Information supplied.
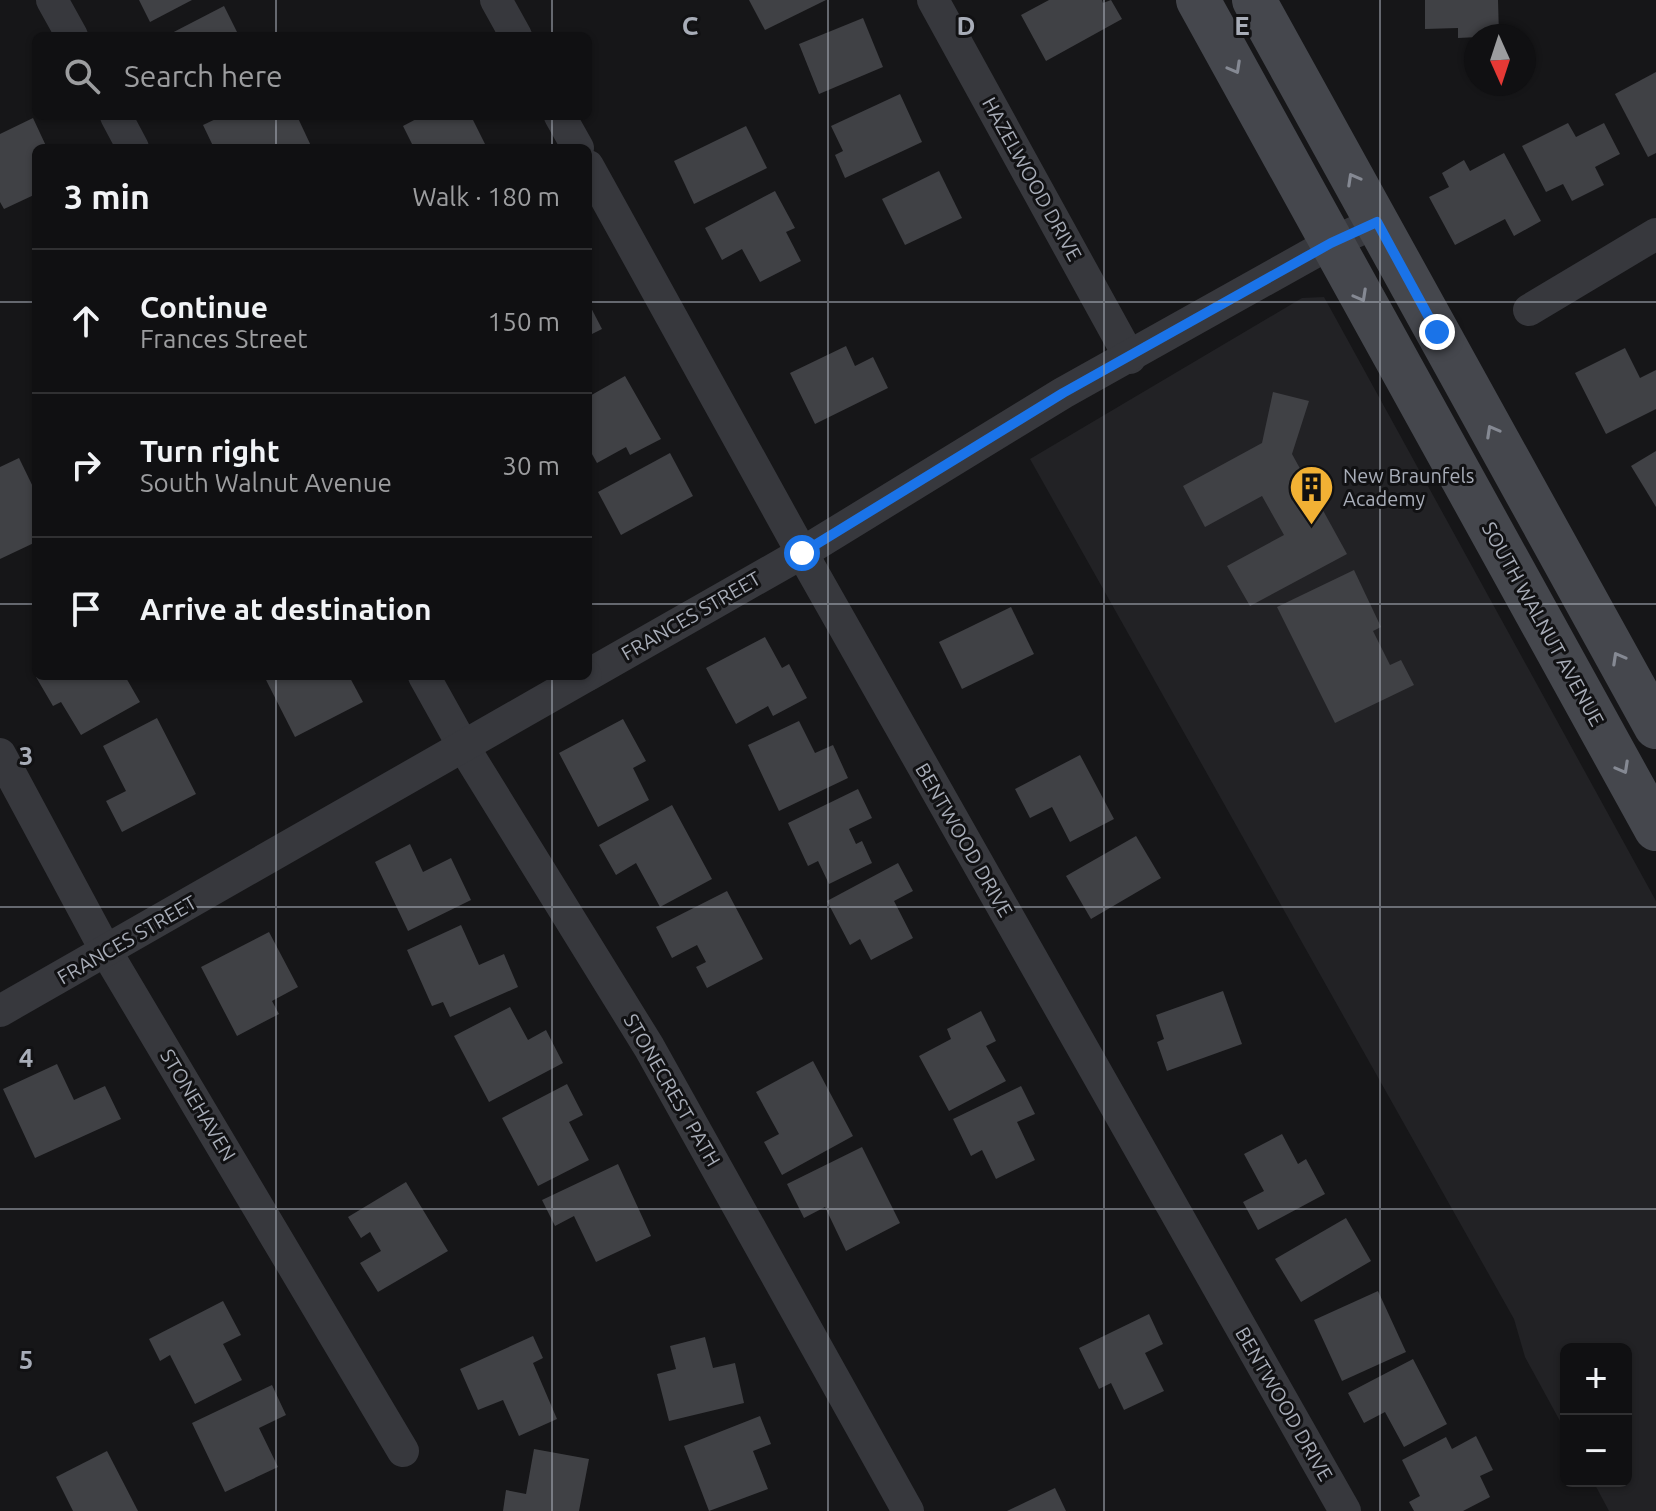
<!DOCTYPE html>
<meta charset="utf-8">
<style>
body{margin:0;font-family:Ubuntu,sans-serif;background:#19191b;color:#f1f3f6}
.controls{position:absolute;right:24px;bottom:24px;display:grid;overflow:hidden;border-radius:12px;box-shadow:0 2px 6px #0004}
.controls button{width:72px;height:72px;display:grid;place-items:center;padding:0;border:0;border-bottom:2px solid #303032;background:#101012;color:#f1f3f6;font:40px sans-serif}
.compass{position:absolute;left:1464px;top:24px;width:72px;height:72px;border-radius:50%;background:#101012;box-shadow:0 2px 6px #0004;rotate:177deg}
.stop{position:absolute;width:24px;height:24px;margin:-18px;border:6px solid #1a73e8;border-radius:50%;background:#fff}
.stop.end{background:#1a73e8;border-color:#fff;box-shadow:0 2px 8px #0008}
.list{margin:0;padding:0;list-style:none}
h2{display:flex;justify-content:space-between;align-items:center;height:104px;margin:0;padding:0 32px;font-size:34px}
h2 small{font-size:26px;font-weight:400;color:#9c9d9f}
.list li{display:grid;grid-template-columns:52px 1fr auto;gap:24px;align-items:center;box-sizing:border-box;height:144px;padding:0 32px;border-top:2px solid #303032}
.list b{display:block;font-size:30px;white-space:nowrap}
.list p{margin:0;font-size:26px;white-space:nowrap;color:#9c9d9f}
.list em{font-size:26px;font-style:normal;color:#9c9d9f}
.icon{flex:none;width:44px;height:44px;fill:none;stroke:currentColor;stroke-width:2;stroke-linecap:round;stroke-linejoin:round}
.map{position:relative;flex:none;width:1656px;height:1511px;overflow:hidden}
.search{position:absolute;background:#101012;box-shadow:0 2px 6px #0004;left:32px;top:32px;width:560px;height:88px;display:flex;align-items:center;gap:20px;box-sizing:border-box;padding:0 28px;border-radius:12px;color:#9c9d9f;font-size:30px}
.panel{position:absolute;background:#101012;box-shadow:0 2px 6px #0004;left:32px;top:144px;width:560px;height:536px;border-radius:12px}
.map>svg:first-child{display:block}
.built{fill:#222225}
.building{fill:#404145}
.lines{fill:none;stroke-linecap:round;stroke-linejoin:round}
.street{stroke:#37383d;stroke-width:32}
.secondary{stroke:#45474d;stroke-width:44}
.oneway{stroke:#858993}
.route{stroke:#1a73e8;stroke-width:10}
.grid{fill:none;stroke:#a8adb8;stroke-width:2;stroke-opacity:0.55}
.labels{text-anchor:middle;stroke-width:6;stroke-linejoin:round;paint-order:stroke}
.street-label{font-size:20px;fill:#a8adb8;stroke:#111113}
.poi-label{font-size:20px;fill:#a8adb8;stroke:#111113;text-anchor:start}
.grid-label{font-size:26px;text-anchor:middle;font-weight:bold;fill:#a8adb8;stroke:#111113;stroke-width:6;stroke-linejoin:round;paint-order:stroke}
</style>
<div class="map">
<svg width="1656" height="1511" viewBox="0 0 1656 1511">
<rect width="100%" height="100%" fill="#161618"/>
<!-- built -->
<polygon class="built" points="1324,297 1656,901 1656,1511 1609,1511 1593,1481 1626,1481 1626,1349 1566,1349 1566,1432 1525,1357 1514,1319 1030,459 1302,298"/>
<!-- building -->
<g class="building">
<polygon points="139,0 192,0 150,22"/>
<polygon points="749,0 826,0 765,30"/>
<polygon points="1049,0 1102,0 1103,3 1111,0 1122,19 1046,61 1021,15"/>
<polygon points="1425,0 1498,0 1499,36 1458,38 1458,28 1425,29"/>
<polygon points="224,6 239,36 166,36"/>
<polygon points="863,18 883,67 819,94 799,44"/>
<polygon points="1656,72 1656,153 1648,157 1615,94"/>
<polygon points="900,94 922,142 845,178 835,155 843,151 831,126"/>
<polygon points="222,116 297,116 312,148 214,148 203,125"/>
<polygon points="422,116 471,116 487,148 414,148 403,126"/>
<polygon points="33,118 47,148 36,148 36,194 4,209 0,202 0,134"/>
<polygon points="1568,123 1576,137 1604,123 1620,154 1595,167 1604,185 1572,201 1563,184 1546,192 1522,146"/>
<polygon points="746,126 767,168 694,204 674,161"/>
<polygon points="1504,153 1541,221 1514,236 1505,219 1455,245 1429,197 1449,187 1442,173 1464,160 1470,171"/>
<polygon points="939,171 962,218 905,245 882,199"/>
<polygon points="775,191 795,228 786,232 801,261 760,282 742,249 722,260 705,228"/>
<polygon points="588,302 602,329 588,336"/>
<polygon points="846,346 855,366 873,357 888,388 815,424 790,373"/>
<polygon points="1625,348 1640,378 1656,370 1656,409 1606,434 1575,373"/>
<polygon points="625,376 661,439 630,455 626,447 597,463 588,447 588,397"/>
<polygon points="1273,392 1309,401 1292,454 1347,554 1250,606 1227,566 1284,535 1262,496 1205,527 1183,486 1262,443"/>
<polygon points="1656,451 1656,507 1631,466"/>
<polygon points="670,453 693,496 621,535 598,492"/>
<polygon points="19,458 36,493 36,542 0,559 0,467"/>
<polygon points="1354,570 1381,627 1373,631 1390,665 1401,660 1414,685 1335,723 1277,607"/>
<polygon points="1011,607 1034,654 962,689 939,642"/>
<polygon points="765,637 782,668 789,664 807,698 773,716 768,706 736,724 706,668"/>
<polygon points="39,676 125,676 140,702 81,735 61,702 53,706 36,677"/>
<polygon points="264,676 349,676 363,702 295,737"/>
<polygon points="157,718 196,794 122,832 106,801 126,791 103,746"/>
<polygon points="623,719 646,761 633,768 649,800 598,827 559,753"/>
<polygon points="799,721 815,753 833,745 848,778 779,811 748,745"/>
<polygon points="1080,755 1114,819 1070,842 1052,807 1030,818 1015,789"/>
<polygon points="858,789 872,818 849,829 856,844 862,841 872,863 829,884 818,861 808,866 788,823"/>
<polygon points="672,805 712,879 660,907 636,863 616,875 599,845"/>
<polygon points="1136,836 1161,878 1091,919 1066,876"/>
<polygon points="410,844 423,872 451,858 471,900 408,931 375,862"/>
<polygon points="898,863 913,891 894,901 913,938 871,960 860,939 850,945 827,901"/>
<polygon points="727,891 763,959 707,988 696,967 706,962 697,945 672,958 656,927"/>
<polygon points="461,925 479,965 504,954 518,987 450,1017 443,1002 432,1006 407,950"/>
<polygon points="269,932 298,987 272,1001 279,1014 237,1036 201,967"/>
<polygon points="1223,991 1242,1044 1167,1071 1157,1042 1164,1039 1156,1015"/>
<polygon points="510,1007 528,1040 546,1030 563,1063 489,1102 454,1036"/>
<polygon points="981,1011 996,1041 986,1046 1006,1081 949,1111 919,1056 951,1039 947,1029"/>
<polygon points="813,1061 853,1136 782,1175 764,1142 779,1134 756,1092"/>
<polygon points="57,1064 74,1100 105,1086 121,1119 35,1158 3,1089"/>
<polygon points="567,1084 583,1115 569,1122 589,1160 538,1186 502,1118"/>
<polygon points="1021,1086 1035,1114 1017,1122 1035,1160 996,1179 982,1150 971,1156 953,1119"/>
<polygon points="1282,1134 1298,1164 1306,1159 1325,1194 1258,1230 1243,1202 1264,1191 1244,1154"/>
<polygon points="862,1147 900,1223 846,1251 825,1207 804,1218 787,1184"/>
<polygon points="618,1164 651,1236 596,1262 574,1216 555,1226 542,1200"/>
<polygon points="406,1182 448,1251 378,1292 360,1263 381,1251 370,1232 361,1238 348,1217"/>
<polygon points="1346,1218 1371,1261 1301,1302 1275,1259"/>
<polygon points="1378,1291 1406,1352 1342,1381 1314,1320"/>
<polygon points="223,1301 241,1335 223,1344 242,1380 195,1404 170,1355 160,1361 149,1339"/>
<polygon points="1149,1314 1163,1344 1145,1353 1164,1391 1124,1410 1111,1383 1099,1389 1079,1348"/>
<polygon points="533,1336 543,1358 533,1363 557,1419 519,1436 503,1400 478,1410 460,1369"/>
<polygon points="705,1337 713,1368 735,1363 744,1403 669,1421 657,1374 676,1369 670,1346"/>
<polygon points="1413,1359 1447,1424 1404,1447 1385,1412 1364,1423 1348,1393"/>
<polygon points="272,1385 286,1415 259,1428 278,1467 225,1492 192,1423"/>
<polygon points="760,1416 771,1444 753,1451 768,1489 709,1511 684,1446"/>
<polygon points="1476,1436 1493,1470 1480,1476 1490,1497 1463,1511 1414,1511 1409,1502 1420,1496 1402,1460 1446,1437 1452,1449"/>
<polygon points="534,1449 589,1459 579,1511 503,1511 506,1490 526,1494"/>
<polygon points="107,1451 138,1511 73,1511 56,1477"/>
<polygon points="1055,1488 1066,1511 1007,1511"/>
</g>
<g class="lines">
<!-- street -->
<g class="street">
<polyline points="52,0 72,36"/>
<polyline points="496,0 516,36"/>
<polyline points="933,0 1130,358"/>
<polyline points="116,116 133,148"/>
<polyline points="560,116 578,148"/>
<polyline points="588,166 802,553 1345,1511"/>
<polyline points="1529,310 1656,234"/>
<polyline points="588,675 802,553 1063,393 1331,243 1377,222"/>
<polyline points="424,676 463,746 649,1047 908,1511"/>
<polyline points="0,754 107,953 403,1451"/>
<polyline points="0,1011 586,676"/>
</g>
<!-- secondary -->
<g class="secondary">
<polyline points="1198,0 1656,829"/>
<polyline points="1254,0 1656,727"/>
</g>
</g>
<!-- one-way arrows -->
<defs><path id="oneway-chevron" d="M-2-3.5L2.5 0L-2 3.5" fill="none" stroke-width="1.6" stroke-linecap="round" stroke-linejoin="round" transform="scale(2)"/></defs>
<g class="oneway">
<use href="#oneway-chevron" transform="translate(1235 68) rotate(61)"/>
<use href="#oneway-chevron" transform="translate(1353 179) rotate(-119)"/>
<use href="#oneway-chevron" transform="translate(1361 296) rotate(61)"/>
<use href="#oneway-chevron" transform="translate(1492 431) rotate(-119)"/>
<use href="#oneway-chevron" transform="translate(1618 658) rotate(-119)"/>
<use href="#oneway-chevron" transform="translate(1623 768) rotate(61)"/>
</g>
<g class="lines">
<!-- route -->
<polyline class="route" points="802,553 1063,393 1331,243 1377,222 1437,332"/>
</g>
<!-- grid -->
<path class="grid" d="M276,0V36M552,0V36M828,0V1511M1104,0V1511M1380,0V1511M276,116V148M552,116V148M0,302H36M588,302H1656M0,604H36M588,604H1656M276,676V1511M552,676V1511M0,907H1656M0,1209H1656"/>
<!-- icons -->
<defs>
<symbol id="building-pin" viewBox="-11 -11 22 30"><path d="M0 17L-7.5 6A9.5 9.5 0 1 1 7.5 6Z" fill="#f2b134" stroke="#111113"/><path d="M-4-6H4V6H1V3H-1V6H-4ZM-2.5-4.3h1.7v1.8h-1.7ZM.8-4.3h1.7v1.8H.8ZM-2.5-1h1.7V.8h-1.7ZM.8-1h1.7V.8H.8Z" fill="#111"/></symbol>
</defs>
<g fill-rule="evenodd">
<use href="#building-pin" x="1286" y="462" width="51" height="69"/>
</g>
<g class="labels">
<!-- street labels -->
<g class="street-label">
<text transform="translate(1032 179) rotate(61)" y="7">HAZELWOOD DRIVE</text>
<text transform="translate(691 616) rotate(-30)" y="7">FRANCES STREET</text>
<text transform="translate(1543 624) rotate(61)" y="7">SOUTH WALNUT AVENUE</text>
<text transform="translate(964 840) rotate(60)" y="7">BENTWOOD DRIVE</text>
<text transform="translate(127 940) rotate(-30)" y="7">FRANCES STREET</text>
<text transform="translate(672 1090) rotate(60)" y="7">STONECREST PATH</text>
<text transform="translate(198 1105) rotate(59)" y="7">STONEHAVEN</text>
<text transform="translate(1284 1404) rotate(60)" y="7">BENTWOOD DRIVE</text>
</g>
<!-- poi labels -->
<g class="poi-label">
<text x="1343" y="483">New Braunfels<tspan x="1343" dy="23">Academy</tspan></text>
</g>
</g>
<g class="grid-label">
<text x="690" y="35">C</text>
<text x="966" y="35">D</text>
<text x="1242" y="35">E</text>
<text x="26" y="765">3</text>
<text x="26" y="1067">4</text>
<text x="26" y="1369">5</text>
</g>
</svg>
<div class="controls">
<button>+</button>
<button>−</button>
</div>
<svg class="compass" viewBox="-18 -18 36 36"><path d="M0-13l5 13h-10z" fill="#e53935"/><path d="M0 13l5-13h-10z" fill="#9c9d9f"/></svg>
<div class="stop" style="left:802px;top:553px"></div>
<div class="stop end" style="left:1437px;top:332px"></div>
<div class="search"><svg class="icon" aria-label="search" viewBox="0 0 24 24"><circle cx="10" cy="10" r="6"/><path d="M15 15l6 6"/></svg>Search here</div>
<section class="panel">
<h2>3 min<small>Walk · 180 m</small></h2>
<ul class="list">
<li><svg class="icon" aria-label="ahead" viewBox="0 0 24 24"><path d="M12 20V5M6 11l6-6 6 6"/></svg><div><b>Continue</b><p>Frances Street</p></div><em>150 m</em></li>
<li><svg class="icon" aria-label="right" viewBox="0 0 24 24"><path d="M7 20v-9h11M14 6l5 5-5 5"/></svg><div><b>Turn right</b><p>South Walnut Avenue</p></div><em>30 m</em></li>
<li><svg class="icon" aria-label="arrive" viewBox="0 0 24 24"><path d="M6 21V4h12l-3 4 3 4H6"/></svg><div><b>Arrive at destination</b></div></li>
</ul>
</section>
</div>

Your task.
Look for the word "compass" in the listing above, and copy every line where you find it.

Output for this exercise.
.compass{position:absolute;left:1464px;top:24px;width:72px;height:72px;border-radius:50%;background:#101012;box-shadow:0 2px 6px #0004;rotate:177deg}
<svg class="compass" viewBox="-18 -18 36 36"><path d="M0-13l5 13h-10z" fill="#e53935"/><path d="M0 13l5-13h-10z" fill="#9c9d9f"/></svg>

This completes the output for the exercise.